- Given records:
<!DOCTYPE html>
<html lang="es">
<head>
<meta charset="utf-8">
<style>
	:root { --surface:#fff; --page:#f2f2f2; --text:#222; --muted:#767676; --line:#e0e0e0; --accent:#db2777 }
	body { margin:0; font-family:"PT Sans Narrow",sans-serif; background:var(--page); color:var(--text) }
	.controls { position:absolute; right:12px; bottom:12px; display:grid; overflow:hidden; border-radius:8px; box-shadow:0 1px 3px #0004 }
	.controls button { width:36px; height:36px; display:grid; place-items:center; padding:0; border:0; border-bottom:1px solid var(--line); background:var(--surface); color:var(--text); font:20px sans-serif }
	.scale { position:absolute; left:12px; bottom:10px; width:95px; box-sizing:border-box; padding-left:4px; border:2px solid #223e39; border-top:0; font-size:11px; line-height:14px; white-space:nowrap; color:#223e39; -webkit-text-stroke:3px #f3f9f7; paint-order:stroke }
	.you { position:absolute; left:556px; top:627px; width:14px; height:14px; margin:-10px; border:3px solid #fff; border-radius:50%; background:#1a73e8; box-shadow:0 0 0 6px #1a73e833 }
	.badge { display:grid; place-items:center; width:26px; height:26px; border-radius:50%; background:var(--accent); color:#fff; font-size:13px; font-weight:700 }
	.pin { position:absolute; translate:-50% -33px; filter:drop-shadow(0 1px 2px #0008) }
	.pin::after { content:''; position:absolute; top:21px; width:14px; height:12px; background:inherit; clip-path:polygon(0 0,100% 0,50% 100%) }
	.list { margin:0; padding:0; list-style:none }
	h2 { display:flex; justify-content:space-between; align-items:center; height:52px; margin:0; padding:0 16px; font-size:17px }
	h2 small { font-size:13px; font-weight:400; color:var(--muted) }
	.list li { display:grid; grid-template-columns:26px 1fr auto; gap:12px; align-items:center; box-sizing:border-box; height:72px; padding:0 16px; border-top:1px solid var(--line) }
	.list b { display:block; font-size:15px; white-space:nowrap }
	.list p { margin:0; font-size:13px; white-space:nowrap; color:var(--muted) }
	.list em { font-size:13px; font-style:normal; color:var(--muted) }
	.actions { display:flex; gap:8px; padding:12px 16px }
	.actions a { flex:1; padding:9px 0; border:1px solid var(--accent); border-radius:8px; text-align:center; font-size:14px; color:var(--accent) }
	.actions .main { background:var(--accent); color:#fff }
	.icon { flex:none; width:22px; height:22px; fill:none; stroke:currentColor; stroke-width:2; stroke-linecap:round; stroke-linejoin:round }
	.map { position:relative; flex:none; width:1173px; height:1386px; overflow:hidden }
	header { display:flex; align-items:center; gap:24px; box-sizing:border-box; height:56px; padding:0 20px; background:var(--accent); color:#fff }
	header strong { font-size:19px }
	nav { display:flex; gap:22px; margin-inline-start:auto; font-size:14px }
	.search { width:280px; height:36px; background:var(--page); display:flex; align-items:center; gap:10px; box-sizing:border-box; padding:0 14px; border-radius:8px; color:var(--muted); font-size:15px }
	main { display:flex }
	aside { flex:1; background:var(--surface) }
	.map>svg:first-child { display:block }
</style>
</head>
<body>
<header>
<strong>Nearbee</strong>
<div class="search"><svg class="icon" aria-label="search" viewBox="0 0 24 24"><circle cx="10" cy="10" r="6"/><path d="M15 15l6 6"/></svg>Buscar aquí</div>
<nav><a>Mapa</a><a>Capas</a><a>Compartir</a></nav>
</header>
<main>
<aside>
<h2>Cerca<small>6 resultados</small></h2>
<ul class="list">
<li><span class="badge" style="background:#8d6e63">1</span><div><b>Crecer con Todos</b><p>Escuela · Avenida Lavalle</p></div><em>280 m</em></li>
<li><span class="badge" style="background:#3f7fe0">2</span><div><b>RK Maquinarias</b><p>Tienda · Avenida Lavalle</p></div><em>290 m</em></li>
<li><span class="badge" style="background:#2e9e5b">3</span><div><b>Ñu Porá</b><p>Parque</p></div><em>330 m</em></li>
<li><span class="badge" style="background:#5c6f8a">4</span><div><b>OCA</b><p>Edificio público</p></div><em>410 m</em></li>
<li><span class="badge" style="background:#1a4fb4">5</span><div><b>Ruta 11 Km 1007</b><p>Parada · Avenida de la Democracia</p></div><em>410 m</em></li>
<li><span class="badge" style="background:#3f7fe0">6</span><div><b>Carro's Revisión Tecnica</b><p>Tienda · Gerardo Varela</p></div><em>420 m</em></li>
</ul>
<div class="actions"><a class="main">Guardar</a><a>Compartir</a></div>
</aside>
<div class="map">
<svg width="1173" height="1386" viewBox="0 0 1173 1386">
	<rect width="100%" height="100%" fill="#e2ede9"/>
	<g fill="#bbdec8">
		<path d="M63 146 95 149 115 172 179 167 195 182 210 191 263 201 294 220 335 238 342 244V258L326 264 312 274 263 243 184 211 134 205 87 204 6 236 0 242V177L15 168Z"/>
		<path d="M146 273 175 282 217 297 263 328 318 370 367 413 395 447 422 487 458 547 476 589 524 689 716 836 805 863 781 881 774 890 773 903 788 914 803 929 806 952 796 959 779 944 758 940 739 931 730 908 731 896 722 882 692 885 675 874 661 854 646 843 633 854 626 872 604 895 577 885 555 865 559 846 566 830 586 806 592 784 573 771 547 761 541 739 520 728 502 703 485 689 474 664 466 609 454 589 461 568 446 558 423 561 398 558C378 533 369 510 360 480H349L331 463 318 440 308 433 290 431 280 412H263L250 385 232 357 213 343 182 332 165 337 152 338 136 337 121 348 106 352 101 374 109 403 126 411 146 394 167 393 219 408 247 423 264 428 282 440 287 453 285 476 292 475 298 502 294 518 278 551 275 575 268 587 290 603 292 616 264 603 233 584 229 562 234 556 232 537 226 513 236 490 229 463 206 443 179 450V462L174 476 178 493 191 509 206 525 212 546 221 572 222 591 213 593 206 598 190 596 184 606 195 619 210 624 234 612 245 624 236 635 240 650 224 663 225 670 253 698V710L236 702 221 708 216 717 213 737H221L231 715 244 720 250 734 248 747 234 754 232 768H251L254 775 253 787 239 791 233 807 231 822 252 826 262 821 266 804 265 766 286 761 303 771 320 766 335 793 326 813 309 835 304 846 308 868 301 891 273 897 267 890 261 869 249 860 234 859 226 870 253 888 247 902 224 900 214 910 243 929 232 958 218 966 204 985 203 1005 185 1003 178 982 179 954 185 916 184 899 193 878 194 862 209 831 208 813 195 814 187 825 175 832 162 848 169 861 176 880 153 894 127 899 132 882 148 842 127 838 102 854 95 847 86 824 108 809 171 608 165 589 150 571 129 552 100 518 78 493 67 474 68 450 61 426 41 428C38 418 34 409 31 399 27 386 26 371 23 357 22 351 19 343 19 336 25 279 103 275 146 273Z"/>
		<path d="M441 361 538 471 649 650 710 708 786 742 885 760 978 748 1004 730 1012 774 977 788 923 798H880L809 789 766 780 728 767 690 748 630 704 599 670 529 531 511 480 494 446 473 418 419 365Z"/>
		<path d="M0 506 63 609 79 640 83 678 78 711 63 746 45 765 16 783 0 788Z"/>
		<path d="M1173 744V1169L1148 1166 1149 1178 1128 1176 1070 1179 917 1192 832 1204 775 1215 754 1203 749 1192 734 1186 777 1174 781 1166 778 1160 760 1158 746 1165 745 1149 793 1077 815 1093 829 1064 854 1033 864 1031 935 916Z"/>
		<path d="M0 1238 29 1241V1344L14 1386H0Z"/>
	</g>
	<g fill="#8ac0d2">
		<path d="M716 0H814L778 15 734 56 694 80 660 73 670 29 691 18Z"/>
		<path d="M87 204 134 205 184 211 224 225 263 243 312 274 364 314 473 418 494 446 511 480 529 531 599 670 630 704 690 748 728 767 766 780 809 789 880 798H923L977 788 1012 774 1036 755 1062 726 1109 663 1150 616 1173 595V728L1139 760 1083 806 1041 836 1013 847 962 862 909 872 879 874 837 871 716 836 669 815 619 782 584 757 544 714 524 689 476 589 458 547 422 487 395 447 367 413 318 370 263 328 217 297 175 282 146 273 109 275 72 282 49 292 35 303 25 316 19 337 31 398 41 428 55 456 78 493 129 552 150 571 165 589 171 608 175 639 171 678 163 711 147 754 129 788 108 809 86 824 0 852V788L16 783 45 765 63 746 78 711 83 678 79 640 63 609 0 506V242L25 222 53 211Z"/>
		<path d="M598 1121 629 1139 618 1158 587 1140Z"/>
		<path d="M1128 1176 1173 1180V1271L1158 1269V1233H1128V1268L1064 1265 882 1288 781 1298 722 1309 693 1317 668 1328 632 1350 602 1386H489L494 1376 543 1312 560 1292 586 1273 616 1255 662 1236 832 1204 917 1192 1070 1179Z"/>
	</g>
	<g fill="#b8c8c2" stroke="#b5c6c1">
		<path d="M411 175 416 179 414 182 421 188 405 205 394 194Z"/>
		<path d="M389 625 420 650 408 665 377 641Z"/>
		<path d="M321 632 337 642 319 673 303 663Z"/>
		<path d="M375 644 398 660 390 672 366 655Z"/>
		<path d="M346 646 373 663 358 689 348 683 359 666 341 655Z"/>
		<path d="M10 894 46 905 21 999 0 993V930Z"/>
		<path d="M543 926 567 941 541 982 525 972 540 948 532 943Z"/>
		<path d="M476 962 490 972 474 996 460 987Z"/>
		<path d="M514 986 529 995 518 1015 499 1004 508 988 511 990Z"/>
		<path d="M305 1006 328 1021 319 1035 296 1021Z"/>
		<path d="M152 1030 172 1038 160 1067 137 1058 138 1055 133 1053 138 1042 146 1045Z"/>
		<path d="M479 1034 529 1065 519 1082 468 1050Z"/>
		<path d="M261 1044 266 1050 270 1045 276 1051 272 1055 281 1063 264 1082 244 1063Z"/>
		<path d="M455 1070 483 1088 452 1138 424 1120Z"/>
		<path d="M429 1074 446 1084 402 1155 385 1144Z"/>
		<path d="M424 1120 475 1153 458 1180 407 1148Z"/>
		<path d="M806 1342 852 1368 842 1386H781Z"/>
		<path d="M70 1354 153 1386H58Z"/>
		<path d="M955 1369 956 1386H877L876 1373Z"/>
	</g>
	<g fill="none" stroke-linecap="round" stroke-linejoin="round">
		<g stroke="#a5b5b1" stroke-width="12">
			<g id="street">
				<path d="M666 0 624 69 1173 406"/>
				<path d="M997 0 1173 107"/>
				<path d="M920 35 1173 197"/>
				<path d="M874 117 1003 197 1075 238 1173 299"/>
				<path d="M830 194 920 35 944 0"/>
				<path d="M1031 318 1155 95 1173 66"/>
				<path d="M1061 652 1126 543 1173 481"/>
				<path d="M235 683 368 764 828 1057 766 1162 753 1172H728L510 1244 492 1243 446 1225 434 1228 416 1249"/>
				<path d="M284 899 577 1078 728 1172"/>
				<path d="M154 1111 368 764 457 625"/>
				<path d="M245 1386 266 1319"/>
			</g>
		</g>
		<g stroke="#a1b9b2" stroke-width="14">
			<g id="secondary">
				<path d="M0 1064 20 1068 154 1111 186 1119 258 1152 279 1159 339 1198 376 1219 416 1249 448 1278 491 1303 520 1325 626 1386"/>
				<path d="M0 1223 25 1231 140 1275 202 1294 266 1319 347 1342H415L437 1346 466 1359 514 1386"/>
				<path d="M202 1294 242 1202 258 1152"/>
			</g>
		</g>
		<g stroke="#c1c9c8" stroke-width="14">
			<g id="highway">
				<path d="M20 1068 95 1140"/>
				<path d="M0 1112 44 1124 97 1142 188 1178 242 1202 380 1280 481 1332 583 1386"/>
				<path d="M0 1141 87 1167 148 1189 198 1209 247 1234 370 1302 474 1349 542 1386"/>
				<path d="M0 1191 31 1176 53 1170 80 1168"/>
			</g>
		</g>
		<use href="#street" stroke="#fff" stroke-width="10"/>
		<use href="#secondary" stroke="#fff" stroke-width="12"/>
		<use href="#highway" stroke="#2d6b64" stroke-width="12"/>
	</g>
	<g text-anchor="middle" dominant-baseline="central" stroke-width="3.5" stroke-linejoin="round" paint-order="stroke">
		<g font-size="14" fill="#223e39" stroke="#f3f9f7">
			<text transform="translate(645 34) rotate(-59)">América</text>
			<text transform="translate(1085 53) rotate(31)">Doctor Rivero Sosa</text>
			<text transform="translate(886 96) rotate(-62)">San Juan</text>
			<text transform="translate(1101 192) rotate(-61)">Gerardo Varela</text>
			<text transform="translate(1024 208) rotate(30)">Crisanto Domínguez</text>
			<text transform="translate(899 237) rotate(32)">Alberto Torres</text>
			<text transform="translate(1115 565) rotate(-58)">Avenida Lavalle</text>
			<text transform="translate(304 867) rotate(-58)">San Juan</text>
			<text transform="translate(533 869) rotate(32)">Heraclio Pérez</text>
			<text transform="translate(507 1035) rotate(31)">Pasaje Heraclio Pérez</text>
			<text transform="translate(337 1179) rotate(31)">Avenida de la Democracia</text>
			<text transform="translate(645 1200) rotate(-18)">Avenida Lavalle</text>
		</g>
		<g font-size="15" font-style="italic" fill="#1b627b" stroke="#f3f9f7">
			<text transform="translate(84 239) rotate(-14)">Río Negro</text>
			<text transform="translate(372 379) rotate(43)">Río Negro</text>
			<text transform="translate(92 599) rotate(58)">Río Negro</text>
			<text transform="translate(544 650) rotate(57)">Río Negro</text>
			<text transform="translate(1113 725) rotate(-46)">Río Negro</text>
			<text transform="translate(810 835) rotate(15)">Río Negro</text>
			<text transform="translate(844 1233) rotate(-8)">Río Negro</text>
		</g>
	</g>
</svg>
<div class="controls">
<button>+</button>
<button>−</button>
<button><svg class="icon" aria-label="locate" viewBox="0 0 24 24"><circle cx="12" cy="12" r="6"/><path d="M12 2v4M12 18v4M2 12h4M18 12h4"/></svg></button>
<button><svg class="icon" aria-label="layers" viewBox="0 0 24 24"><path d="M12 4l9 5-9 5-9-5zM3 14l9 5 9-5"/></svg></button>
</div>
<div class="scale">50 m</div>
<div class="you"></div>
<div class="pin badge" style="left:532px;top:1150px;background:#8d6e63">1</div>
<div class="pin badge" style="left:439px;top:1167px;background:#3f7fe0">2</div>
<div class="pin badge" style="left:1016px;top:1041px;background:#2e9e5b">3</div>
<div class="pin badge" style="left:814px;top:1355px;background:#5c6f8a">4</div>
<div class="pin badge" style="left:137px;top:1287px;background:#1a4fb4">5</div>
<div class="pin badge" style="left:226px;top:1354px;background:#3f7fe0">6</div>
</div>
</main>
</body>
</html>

- The problem: Output each line of the records above exactly, beginning at the first, and stop once the line containing "position:absolute; left:556px; top:627px;" has been output.

- Solution to this exercise:
<!DOCTYPE html>
<html lang="es">
<head>
<meta charset="utf-8">
<style>
	:root { --surface:#fff; --page:#f2f2f2; --text:#222; --muted:#767676; --line:#e0e0e0; --accent:#db2777 }
	body { margin:0; font-family:"PT Sans Narrow",sans-serif; background:var(--page); color:var(--text) }
	.controls { position:absolute; right:12px; bottom:12px; display:grid; overflow:hidden; border-radius:8px; box-shadow:0 1px 3px #0004 }
	.controls button { width:36px; height:36px; display:grid; place-items:center; padding:0; border:0; border-bottom:1px solid var(--line); background:var(--surface); color:var(--text); font:20px sans-serif }
	.scale { position:absolute; left:12px; bottom:10px; width:95px; box-sizing:border-box; padding-left:4px; border:2px solid #223e39; border-top:0; font-size:11px; line-height:14px; white-space:nowrap; color:#223e39; -webkit-text-stroke:3px #f3f9f7; paint-order:stroke }
	.you { position:absolute; left:556px; top:627px; width:14px; height:14px; margin:-10px; border:3px solid #fff; border-radius:50%; background:#1a73e8; box-shadow:0 0 0 6px #1a73e833 }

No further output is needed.